Aim of the exercise
Copy all lines holding the word "Gardens" from the entries.

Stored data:
=====
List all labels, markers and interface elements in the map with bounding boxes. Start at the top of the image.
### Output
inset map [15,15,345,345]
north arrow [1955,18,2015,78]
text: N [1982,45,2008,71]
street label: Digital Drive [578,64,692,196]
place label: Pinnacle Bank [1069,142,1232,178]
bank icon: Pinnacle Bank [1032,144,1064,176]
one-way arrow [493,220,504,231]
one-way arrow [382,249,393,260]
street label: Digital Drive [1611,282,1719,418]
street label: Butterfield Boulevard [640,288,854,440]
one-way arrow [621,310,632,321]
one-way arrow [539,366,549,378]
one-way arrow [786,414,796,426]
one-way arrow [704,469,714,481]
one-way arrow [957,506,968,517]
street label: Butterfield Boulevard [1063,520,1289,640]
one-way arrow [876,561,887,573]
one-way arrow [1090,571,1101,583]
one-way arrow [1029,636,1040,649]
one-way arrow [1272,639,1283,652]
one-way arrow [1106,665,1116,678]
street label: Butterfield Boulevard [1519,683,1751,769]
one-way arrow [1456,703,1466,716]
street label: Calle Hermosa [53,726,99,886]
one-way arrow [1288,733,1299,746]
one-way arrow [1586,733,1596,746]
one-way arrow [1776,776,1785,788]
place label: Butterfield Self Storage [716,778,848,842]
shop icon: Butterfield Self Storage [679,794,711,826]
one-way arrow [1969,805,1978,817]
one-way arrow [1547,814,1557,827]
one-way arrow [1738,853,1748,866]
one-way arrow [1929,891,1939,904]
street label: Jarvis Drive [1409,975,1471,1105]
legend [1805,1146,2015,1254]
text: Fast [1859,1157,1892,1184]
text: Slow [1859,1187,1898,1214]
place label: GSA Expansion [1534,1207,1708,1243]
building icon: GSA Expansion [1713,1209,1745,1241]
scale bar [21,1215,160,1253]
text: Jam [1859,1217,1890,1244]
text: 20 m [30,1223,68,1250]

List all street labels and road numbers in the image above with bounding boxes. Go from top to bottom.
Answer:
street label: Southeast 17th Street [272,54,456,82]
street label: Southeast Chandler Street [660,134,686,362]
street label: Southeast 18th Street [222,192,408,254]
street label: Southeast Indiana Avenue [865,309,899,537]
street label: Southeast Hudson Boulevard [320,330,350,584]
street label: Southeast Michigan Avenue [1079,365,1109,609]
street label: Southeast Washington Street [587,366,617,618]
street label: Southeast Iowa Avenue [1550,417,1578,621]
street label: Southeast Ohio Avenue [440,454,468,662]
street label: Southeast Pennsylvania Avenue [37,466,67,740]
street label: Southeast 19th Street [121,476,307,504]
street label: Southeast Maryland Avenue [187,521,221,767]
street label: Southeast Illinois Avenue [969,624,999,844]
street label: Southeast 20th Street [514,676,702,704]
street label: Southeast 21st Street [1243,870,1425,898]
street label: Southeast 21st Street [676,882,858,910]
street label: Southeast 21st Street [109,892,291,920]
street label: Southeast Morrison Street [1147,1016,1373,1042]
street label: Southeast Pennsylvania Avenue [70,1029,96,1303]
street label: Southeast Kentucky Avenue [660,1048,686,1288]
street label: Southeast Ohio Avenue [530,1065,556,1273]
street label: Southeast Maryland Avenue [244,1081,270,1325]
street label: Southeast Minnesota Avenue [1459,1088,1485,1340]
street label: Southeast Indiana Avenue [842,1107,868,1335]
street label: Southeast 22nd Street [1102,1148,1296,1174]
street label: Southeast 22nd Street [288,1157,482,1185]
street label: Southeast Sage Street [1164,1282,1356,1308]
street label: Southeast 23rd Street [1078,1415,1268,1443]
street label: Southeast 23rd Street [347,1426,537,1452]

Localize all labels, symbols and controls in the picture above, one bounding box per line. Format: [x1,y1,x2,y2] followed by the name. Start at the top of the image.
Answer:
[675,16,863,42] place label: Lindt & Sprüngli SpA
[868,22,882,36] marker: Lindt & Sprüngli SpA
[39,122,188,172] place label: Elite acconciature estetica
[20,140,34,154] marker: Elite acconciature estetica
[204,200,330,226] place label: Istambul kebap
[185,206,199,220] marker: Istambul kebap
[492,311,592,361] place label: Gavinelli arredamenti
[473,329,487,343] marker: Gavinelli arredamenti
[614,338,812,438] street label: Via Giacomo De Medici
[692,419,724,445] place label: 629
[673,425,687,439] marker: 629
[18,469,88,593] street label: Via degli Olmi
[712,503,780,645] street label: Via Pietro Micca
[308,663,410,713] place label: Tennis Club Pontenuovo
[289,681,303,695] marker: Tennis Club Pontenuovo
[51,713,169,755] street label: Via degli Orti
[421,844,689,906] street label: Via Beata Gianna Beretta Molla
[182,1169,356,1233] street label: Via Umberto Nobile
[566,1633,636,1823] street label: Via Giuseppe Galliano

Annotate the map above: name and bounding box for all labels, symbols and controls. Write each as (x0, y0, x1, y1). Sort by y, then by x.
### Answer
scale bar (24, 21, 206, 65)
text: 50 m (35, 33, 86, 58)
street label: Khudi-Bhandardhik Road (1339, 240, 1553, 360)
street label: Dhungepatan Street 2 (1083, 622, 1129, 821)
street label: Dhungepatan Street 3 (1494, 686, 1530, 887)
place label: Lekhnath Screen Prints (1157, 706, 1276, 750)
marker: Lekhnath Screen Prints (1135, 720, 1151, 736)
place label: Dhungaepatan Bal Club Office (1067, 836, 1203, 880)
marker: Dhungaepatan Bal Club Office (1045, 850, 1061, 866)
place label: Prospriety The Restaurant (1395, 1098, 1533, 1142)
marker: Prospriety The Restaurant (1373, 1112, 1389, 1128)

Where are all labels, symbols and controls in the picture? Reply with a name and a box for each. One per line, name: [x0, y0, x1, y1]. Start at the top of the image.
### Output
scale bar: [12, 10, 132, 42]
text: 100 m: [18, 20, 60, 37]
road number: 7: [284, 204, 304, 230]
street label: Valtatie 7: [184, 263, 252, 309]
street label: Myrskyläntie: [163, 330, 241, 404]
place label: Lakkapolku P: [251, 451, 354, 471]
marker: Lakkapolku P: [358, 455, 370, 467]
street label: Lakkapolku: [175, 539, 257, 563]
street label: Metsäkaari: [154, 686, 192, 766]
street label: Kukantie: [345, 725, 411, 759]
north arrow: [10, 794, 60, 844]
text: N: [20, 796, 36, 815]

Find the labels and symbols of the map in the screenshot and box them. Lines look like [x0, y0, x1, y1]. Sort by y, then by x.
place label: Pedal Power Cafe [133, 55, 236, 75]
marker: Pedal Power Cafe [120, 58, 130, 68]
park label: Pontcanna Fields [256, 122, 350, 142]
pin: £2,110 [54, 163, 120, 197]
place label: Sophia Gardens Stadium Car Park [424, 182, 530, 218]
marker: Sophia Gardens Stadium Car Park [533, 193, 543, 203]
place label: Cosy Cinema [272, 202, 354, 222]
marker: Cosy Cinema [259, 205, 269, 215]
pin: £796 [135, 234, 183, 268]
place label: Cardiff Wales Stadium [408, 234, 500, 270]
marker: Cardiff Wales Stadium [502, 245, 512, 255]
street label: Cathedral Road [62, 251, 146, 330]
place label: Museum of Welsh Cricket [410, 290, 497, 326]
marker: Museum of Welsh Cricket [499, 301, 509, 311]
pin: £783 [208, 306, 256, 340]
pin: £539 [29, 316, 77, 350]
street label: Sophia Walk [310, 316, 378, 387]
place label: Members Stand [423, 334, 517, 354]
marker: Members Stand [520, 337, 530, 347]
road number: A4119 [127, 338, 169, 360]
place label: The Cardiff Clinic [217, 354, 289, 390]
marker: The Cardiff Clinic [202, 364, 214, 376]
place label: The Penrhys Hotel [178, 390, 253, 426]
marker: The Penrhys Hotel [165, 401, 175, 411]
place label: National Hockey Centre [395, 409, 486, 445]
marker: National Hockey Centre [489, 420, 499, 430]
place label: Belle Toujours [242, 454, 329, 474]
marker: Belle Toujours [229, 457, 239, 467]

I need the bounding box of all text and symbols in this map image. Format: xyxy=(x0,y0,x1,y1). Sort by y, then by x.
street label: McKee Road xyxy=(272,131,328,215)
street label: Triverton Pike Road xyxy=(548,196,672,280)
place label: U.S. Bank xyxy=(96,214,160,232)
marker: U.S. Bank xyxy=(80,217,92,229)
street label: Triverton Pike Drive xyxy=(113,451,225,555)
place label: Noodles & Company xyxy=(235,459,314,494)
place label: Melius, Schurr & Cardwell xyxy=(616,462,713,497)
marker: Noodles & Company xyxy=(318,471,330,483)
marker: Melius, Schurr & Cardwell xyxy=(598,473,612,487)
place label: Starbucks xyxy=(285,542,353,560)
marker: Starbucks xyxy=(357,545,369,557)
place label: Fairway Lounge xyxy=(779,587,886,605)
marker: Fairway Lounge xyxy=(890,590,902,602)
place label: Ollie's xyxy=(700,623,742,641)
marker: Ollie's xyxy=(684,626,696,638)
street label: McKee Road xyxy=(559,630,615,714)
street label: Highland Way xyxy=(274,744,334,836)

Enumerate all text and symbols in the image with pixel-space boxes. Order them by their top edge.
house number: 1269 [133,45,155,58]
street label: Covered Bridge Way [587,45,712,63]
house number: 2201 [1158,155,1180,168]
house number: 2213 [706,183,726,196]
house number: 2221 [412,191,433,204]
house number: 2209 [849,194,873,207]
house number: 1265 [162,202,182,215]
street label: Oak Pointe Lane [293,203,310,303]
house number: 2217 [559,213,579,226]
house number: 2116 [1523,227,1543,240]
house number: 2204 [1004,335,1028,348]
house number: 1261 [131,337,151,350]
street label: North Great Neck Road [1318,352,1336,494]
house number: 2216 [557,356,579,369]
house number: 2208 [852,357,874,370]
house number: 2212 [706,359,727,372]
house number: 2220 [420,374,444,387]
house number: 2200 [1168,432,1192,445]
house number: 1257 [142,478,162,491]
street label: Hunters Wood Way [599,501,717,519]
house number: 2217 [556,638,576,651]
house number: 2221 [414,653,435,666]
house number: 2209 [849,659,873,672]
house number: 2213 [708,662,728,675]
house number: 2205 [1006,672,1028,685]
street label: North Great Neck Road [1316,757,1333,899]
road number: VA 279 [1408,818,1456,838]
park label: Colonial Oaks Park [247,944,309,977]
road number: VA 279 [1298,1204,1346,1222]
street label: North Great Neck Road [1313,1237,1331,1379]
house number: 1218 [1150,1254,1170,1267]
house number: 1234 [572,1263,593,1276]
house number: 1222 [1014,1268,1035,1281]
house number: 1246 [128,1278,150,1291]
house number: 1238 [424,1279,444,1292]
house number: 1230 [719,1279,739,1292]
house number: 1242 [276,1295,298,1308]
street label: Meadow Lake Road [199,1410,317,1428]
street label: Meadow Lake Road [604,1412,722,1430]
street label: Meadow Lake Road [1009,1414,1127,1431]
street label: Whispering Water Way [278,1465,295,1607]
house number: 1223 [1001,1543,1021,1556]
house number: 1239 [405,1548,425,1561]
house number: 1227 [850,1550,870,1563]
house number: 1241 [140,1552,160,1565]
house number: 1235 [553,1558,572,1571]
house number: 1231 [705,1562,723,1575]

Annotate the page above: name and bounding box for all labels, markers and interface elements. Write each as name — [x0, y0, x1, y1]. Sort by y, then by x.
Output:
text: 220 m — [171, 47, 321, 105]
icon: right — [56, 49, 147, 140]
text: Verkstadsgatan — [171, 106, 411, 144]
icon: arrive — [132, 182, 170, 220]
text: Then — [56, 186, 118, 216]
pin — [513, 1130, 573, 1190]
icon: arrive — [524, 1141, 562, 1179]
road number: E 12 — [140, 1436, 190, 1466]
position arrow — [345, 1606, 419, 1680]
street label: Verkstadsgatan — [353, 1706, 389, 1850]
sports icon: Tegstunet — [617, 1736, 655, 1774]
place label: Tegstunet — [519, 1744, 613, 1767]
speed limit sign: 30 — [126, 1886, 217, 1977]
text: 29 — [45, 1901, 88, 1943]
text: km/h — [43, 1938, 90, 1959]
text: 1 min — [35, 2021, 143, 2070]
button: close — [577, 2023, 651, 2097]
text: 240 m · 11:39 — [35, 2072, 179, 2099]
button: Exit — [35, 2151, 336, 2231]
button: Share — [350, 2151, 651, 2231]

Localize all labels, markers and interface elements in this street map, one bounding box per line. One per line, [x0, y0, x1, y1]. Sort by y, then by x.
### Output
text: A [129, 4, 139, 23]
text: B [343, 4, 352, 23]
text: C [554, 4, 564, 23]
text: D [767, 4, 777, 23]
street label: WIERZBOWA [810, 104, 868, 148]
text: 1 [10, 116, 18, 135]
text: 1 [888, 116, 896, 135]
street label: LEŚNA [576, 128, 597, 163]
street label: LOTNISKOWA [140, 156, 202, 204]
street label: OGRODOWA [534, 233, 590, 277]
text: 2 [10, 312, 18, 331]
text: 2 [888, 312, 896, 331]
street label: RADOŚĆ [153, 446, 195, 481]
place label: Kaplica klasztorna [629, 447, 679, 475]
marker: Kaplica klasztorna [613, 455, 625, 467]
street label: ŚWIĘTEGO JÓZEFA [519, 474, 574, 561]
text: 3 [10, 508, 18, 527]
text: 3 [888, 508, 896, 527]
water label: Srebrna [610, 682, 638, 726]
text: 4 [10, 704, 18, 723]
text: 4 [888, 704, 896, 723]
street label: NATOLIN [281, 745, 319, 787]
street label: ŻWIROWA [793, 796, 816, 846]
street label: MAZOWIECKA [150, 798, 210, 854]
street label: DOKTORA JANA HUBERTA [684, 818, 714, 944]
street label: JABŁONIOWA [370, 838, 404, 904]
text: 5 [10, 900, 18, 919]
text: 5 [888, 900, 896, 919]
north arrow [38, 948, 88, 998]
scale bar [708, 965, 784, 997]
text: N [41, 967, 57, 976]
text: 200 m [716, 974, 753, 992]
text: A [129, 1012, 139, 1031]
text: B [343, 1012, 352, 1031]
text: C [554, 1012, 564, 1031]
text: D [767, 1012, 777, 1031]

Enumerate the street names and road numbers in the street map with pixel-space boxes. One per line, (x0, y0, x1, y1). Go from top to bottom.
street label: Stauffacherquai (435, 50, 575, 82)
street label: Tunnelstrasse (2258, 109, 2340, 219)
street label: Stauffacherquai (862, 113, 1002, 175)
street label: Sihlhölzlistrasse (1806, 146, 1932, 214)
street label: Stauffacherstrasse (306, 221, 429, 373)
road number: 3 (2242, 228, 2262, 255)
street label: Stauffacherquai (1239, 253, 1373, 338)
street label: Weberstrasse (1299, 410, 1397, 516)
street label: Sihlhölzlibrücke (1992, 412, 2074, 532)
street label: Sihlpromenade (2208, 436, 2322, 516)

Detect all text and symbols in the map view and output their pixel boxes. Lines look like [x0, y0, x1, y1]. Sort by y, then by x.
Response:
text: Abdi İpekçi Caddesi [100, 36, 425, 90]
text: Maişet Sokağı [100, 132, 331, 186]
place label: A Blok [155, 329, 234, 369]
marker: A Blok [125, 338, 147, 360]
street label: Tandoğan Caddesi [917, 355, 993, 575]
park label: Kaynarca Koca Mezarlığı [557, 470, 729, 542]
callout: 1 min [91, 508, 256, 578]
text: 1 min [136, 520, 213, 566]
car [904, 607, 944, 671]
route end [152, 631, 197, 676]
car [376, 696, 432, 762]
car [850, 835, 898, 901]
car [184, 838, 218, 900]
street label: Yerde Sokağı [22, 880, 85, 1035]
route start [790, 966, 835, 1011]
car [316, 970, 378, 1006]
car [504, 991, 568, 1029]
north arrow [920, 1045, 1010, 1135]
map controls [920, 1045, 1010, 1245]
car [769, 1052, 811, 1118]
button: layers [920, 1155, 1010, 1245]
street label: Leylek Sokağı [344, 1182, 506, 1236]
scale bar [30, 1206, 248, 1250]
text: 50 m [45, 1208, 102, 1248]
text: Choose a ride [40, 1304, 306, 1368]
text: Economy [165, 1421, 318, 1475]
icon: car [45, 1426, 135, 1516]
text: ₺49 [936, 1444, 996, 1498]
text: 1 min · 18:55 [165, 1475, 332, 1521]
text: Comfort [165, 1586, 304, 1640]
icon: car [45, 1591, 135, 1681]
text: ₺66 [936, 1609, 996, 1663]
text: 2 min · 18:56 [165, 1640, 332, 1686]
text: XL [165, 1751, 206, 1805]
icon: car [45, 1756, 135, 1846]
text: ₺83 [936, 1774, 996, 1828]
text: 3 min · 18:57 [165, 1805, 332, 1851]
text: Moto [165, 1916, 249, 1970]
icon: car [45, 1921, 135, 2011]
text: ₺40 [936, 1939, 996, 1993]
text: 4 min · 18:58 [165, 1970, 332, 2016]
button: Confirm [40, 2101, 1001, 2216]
=====
Output of the task
place label: Sophia Gardens Stadium Car Park [424, 182, 530, 218]
marker: Sophia Gardens Stadium Car Park [533, 193, 543, 203]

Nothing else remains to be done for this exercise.